# What this task involves:
Go through the listing below and gather every line with the word "drop".

# Entries shown:
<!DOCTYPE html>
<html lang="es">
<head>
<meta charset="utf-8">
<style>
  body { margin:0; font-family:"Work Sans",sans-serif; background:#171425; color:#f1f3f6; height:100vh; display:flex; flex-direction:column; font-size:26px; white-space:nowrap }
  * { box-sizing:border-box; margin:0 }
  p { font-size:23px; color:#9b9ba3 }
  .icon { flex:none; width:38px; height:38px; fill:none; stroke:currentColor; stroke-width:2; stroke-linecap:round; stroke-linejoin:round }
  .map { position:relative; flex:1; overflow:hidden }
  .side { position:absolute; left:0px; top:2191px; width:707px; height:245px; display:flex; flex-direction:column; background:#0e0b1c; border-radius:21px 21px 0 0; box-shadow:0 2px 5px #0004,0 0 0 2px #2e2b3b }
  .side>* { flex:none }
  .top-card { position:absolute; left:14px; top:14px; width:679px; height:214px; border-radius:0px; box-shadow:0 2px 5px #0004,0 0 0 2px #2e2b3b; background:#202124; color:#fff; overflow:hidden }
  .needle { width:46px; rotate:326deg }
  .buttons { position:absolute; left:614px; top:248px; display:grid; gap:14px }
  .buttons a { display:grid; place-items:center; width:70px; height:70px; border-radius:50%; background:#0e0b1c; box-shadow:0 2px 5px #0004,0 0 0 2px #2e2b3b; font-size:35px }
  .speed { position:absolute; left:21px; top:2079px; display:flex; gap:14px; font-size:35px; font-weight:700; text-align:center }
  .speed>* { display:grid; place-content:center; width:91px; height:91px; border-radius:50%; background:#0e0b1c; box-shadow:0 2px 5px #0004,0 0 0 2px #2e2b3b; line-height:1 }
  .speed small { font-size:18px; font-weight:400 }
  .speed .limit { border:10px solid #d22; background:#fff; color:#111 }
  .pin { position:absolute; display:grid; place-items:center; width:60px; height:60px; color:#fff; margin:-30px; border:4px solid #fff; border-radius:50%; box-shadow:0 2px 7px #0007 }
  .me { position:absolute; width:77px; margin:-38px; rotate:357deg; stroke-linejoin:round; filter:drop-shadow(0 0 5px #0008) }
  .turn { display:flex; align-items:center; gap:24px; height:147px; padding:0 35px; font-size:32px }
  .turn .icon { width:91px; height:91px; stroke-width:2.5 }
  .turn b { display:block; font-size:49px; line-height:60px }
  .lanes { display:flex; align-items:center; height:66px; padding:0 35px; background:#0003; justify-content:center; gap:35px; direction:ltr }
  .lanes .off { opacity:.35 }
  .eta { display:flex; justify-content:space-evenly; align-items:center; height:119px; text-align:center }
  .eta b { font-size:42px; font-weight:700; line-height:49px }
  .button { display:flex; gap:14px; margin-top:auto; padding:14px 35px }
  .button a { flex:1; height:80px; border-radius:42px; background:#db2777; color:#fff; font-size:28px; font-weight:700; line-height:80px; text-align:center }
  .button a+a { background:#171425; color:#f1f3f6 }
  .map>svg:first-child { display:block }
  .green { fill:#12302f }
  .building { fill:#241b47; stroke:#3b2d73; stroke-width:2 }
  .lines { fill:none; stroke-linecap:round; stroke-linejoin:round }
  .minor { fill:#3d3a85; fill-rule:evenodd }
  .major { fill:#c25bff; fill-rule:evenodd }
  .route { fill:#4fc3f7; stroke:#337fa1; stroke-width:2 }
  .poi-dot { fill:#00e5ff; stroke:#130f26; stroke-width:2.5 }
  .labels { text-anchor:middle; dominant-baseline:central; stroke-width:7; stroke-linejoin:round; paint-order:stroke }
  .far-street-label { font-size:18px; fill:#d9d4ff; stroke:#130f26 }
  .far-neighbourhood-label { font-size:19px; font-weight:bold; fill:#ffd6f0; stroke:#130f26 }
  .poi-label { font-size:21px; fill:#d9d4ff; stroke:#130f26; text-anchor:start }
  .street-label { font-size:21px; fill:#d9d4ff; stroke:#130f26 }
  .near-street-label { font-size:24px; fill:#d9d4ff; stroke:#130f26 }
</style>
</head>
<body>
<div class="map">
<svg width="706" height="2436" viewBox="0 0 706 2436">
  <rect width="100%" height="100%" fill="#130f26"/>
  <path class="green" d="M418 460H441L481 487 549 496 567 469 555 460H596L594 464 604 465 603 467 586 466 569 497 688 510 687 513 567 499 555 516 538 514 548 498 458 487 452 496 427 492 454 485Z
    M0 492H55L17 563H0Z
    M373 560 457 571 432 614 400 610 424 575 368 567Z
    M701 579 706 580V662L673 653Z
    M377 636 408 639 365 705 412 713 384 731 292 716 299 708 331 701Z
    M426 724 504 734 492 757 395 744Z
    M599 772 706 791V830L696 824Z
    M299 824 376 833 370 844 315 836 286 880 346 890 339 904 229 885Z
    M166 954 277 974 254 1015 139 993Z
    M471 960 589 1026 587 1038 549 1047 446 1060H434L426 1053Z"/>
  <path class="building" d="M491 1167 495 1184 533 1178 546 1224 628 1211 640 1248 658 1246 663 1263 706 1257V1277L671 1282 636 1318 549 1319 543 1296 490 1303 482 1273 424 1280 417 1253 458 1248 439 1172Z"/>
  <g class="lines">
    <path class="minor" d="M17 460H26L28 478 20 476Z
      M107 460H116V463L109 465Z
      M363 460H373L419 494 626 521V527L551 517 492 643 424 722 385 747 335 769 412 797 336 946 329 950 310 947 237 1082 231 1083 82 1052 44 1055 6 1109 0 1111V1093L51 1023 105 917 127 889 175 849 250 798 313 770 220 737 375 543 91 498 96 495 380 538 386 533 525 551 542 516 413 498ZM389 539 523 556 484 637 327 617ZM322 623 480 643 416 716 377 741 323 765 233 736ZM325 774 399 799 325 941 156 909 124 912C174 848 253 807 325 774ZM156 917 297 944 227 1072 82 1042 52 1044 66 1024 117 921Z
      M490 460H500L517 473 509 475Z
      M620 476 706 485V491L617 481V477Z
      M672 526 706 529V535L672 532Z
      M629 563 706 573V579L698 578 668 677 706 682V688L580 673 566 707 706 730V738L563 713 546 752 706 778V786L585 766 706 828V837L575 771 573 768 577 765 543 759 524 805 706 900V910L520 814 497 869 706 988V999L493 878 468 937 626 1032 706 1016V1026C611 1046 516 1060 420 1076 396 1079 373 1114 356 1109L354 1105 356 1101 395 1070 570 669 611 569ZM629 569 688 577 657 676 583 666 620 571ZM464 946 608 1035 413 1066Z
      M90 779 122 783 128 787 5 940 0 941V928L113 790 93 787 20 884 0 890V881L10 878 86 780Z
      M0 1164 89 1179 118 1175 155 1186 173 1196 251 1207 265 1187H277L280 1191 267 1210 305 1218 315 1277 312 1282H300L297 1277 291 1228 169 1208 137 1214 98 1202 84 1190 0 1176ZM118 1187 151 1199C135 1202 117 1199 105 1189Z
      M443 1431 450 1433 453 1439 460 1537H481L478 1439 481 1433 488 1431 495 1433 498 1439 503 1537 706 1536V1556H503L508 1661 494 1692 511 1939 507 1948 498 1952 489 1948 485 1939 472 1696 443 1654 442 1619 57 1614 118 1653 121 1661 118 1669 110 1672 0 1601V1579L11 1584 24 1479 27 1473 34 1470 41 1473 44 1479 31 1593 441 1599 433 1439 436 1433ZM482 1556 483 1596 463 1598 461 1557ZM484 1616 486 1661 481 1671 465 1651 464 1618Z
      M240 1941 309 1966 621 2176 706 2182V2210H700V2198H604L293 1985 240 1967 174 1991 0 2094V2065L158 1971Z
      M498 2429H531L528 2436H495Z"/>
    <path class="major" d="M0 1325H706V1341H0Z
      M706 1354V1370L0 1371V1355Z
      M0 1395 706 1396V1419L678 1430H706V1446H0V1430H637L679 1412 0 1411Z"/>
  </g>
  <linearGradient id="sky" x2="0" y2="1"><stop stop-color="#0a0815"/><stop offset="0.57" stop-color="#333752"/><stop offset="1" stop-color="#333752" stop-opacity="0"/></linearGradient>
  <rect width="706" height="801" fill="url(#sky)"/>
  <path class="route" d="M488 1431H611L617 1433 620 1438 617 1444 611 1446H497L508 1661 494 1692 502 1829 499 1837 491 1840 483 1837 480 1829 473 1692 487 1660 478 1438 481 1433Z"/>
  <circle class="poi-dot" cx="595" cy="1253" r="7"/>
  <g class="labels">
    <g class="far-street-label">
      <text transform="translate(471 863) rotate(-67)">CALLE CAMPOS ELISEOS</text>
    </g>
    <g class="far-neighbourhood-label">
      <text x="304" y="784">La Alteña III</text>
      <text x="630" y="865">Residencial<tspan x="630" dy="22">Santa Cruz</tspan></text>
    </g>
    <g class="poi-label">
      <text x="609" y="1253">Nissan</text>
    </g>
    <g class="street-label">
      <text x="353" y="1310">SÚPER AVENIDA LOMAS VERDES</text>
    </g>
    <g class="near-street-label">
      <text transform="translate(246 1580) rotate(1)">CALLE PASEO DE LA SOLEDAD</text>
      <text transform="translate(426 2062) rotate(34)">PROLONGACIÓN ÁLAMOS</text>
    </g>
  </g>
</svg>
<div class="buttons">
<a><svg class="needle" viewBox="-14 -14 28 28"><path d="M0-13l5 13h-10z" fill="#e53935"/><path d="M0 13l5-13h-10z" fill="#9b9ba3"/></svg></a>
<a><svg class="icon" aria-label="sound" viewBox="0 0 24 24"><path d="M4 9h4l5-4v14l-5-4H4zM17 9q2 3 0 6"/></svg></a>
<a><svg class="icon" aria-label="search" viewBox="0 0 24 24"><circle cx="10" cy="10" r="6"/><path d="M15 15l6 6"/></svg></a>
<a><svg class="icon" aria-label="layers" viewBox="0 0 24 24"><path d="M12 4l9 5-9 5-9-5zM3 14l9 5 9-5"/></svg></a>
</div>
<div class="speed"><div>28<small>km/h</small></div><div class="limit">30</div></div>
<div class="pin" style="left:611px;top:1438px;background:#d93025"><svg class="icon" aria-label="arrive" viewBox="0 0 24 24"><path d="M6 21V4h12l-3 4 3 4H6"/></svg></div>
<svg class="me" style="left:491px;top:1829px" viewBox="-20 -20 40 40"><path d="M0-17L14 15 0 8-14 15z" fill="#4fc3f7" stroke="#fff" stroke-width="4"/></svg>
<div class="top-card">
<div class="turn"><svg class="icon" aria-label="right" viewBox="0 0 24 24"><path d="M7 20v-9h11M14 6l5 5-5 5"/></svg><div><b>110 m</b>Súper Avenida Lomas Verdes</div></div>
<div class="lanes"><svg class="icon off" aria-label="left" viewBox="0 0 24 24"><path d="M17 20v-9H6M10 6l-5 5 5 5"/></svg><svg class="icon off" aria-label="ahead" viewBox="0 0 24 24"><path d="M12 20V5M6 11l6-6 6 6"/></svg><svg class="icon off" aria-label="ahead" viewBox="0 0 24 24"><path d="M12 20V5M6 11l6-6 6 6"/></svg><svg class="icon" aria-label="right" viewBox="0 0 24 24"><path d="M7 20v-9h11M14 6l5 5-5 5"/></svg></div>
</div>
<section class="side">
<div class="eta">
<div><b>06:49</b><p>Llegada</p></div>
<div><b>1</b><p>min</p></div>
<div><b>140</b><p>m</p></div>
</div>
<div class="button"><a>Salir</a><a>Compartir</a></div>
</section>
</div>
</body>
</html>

* * *

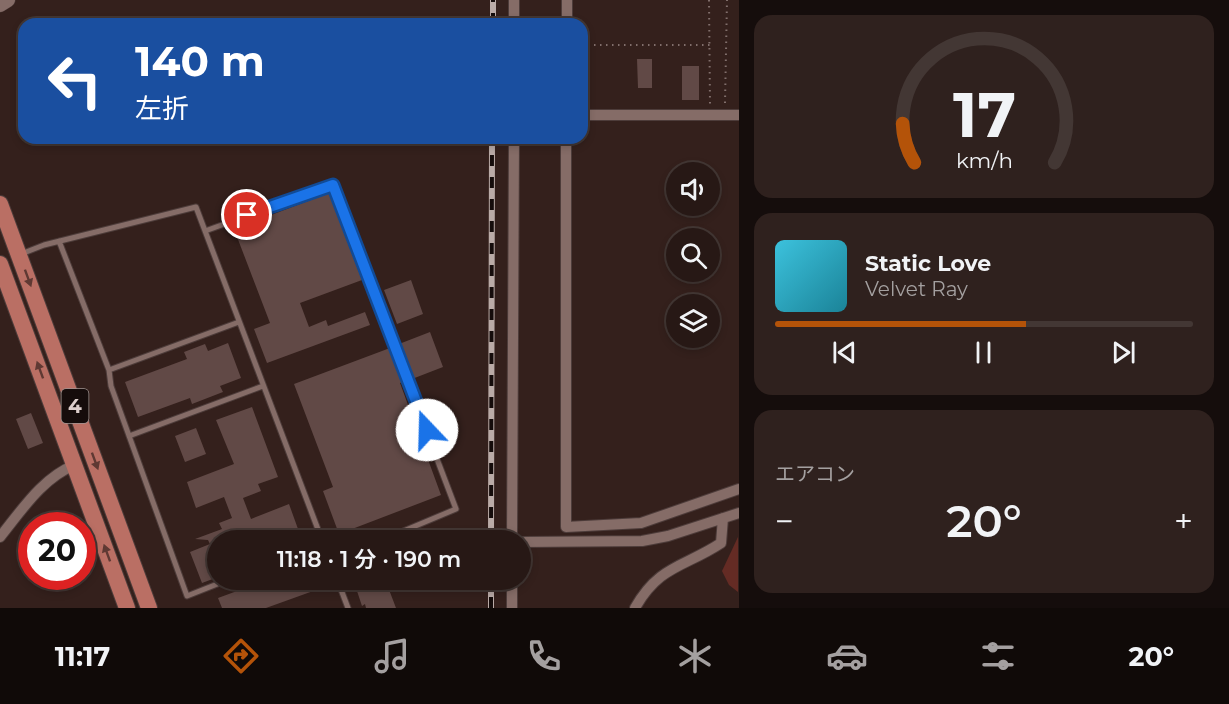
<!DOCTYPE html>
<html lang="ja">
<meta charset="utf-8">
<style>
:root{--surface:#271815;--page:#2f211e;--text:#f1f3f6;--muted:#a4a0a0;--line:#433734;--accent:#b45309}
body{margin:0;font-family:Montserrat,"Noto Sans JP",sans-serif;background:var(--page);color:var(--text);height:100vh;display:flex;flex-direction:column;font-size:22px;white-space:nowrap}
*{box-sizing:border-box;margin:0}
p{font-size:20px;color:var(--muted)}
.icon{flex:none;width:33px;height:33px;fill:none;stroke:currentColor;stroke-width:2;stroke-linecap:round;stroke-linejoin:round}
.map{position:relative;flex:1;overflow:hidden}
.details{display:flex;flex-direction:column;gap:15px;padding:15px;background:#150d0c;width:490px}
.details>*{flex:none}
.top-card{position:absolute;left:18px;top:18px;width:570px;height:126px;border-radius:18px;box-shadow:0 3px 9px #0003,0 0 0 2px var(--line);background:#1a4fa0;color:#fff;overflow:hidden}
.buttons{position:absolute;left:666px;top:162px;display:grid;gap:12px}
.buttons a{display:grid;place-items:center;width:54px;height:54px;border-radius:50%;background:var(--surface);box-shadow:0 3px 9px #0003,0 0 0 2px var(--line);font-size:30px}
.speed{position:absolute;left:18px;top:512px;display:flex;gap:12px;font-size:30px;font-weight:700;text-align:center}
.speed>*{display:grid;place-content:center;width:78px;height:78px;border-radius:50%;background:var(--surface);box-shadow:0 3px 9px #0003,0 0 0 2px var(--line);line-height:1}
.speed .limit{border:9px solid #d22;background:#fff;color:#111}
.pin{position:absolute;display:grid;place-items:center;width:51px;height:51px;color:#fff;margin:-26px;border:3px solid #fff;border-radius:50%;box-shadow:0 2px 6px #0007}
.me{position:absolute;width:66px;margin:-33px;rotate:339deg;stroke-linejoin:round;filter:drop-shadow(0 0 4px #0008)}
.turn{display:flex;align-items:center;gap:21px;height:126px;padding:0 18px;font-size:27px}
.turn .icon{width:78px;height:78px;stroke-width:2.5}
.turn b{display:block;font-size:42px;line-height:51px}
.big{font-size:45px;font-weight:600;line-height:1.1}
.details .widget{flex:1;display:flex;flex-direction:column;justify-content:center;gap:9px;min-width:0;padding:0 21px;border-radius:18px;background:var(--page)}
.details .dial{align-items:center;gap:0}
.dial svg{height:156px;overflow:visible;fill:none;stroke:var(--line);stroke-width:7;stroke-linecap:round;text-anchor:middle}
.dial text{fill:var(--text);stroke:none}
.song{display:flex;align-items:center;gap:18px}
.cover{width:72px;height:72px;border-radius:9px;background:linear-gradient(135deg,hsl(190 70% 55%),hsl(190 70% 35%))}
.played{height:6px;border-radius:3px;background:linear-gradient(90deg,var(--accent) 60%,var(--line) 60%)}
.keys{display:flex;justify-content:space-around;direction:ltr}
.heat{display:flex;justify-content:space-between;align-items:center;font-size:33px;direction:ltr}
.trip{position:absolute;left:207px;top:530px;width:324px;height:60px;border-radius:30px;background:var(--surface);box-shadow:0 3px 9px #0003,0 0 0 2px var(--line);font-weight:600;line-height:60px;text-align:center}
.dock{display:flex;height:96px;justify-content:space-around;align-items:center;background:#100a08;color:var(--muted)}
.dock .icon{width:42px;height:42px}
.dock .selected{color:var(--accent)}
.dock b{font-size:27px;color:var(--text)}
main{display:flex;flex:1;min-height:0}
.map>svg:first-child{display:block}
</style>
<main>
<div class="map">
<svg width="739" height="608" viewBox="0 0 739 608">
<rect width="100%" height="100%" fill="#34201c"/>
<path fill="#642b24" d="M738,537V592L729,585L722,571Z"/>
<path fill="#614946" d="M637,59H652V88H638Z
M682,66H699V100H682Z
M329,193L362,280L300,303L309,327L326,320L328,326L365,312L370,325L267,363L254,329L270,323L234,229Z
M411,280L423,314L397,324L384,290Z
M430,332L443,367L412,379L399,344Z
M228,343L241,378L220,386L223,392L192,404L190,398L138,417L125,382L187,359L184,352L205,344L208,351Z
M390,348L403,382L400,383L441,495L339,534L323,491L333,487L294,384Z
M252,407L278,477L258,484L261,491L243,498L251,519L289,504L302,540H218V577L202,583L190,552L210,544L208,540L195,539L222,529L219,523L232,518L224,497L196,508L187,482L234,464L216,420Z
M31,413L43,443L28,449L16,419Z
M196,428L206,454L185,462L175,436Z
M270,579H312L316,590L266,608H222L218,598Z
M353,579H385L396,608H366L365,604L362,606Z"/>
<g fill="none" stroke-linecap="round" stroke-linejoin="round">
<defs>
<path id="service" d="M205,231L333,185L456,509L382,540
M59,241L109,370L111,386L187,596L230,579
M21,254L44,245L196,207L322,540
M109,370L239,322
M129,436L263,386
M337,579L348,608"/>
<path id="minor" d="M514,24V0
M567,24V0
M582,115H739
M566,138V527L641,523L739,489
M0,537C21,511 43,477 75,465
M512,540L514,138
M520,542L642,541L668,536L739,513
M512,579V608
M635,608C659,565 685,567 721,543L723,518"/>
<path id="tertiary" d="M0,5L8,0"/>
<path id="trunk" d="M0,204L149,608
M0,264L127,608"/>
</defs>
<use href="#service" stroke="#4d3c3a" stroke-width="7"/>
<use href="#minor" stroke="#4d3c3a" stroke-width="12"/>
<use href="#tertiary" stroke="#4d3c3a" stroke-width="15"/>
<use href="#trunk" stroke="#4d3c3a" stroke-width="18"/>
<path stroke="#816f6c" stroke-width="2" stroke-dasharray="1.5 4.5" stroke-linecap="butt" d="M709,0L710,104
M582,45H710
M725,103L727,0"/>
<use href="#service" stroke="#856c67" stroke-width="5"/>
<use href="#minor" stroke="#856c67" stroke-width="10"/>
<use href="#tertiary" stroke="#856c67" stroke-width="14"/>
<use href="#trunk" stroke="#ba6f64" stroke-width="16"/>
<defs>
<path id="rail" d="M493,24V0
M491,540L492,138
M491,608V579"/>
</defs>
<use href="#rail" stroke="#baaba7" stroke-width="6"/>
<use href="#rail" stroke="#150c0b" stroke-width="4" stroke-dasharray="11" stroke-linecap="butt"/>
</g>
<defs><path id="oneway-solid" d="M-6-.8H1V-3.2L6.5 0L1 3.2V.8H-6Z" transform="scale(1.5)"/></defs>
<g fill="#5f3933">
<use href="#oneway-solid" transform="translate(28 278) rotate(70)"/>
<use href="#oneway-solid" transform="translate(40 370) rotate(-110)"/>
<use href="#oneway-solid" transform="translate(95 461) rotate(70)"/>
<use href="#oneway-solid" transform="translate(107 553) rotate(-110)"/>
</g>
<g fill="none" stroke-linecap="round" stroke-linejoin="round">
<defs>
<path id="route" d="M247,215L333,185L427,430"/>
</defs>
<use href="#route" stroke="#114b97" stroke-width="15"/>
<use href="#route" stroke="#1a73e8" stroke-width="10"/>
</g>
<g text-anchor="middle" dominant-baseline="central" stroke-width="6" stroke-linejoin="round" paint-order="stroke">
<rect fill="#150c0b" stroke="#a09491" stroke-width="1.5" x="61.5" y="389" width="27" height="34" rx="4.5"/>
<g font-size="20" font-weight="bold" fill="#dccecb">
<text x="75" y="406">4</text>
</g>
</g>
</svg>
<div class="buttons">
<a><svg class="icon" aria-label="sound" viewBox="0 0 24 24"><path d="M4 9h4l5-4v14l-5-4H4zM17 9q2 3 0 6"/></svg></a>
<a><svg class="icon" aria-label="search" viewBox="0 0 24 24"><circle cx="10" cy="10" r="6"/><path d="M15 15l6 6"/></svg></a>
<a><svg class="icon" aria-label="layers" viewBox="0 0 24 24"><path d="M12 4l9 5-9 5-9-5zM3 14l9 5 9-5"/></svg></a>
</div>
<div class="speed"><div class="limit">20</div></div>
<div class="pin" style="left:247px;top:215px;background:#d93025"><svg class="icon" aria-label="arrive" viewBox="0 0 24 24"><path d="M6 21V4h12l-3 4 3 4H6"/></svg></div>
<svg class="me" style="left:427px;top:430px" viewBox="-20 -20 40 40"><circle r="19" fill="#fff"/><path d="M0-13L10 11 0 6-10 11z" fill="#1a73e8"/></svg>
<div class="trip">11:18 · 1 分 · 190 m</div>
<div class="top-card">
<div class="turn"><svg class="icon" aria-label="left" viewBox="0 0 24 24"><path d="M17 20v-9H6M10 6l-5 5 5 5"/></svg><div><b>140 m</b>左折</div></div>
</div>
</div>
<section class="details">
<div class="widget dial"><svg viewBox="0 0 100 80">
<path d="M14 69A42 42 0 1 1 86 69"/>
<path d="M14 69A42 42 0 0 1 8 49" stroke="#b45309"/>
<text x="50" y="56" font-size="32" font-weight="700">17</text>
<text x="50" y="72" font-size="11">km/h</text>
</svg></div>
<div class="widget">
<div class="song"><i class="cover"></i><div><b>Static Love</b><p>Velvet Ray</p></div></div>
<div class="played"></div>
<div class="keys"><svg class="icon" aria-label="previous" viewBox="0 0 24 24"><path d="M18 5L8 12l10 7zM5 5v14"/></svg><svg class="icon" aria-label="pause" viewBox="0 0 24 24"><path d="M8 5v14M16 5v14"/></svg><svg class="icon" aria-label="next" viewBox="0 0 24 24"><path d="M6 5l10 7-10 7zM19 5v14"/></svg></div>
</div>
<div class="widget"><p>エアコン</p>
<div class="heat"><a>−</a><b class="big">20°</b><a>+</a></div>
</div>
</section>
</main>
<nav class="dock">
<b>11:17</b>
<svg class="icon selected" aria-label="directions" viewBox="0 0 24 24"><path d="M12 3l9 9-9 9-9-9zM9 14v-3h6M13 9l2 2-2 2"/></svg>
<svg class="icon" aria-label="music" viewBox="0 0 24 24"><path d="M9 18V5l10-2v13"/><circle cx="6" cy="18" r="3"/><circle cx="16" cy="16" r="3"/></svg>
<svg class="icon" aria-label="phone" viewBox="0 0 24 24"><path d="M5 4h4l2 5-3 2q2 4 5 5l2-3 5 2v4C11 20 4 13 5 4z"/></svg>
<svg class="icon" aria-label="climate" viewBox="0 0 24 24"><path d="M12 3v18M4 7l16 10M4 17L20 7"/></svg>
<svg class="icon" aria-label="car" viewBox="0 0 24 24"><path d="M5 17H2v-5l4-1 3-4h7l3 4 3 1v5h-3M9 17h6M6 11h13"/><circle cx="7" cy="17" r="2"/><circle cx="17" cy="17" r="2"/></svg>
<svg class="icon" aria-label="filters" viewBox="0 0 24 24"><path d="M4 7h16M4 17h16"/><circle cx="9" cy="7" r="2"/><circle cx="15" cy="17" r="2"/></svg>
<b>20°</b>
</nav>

# Written reply:
  .me { position:absolute; width:77px; margin:-38px; rotate:357deg; stroke-linejoin:round; filter:drop-shadow(0 0 5px #0008) }
.me{position:absolute;width:66px;margin:-33px;rotate:339deg;stroke-linejoin:round;filter:drop-shadow(0 0 4px #0008)}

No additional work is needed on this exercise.